- WHAT THIS TASK INVOLVES:
The following data is to be repeated exactly, its pictures excluded.

- SOURCE MATERIAL:
+ + + + +

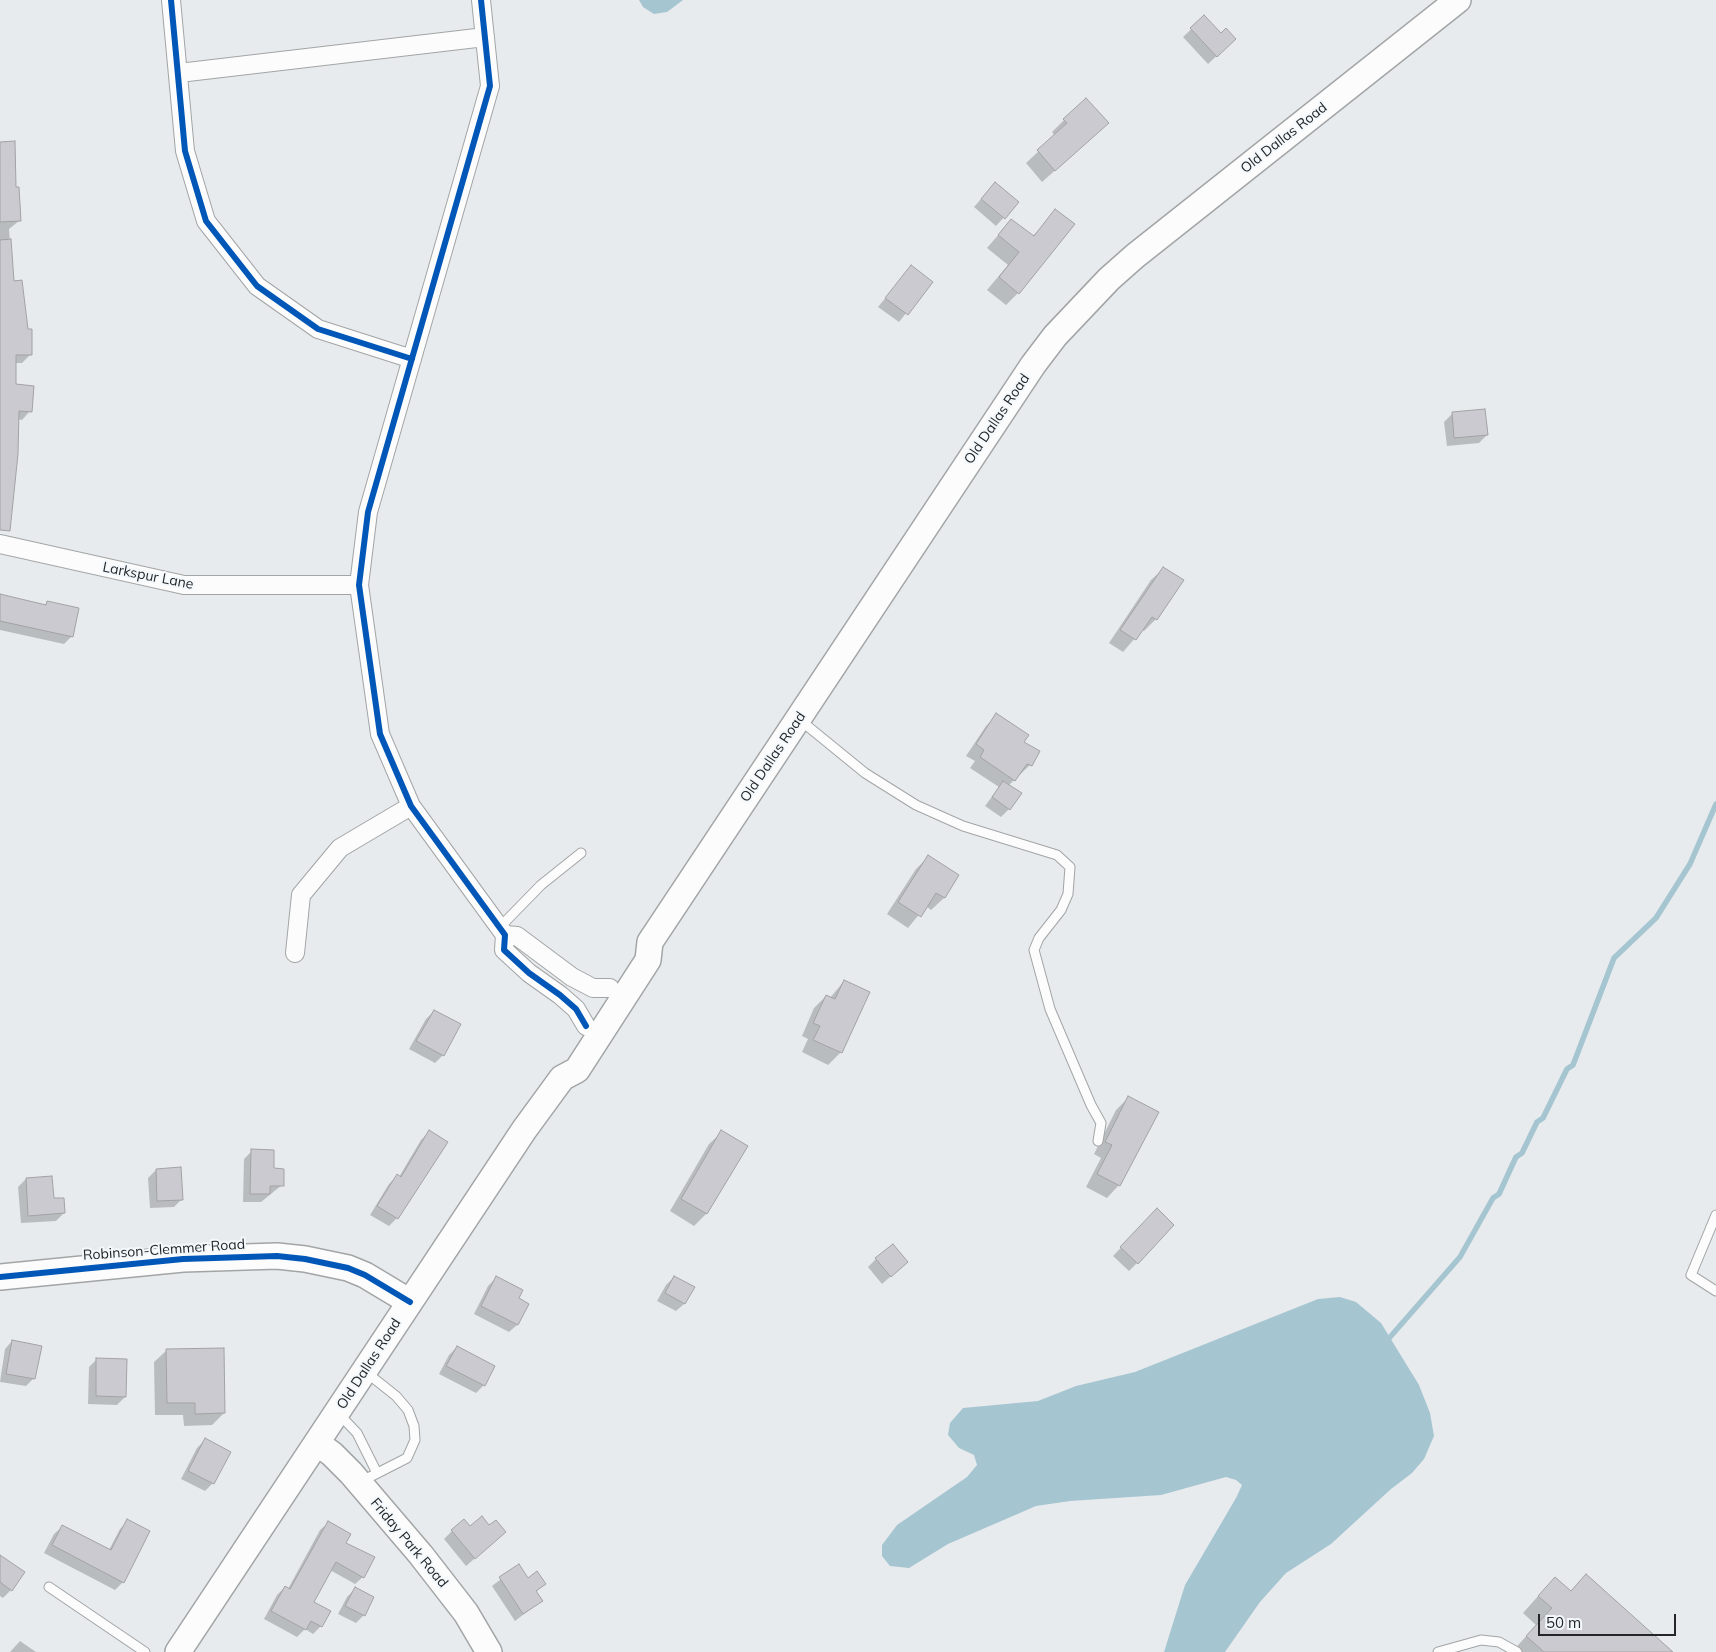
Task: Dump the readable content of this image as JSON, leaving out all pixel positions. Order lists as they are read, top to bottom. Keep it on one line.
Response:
{"streets":{"main road":["Old Dallas Road","Robinson-Clemmer Road","Friday Park Road"],"street":["Larkspur Lane"]},"crossings":[["Old Dallas Road","Robinson-Clemmer Road"],["Old Dallas Road","Friday Park Road"]],"scale_bar":"50 m"}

+ + + + +

- COMPLETED TASK:
Task: Dump the readable content of this image as JSON, leaving out all pixel positions. Order lists as they are read, top to bottom. Keep it on one line.
Response:
{"streets":{"main road":["Old Dallas Road","Robinson-Clemmer Road","Friday Park Road"],"street":["Larkspur Lane"]},"crossings":[["Old Dallas Road","Robinson-Clemmer Road"],["Old Dallas Road","Friday Park Road"]],"scale_bar":"50 m"}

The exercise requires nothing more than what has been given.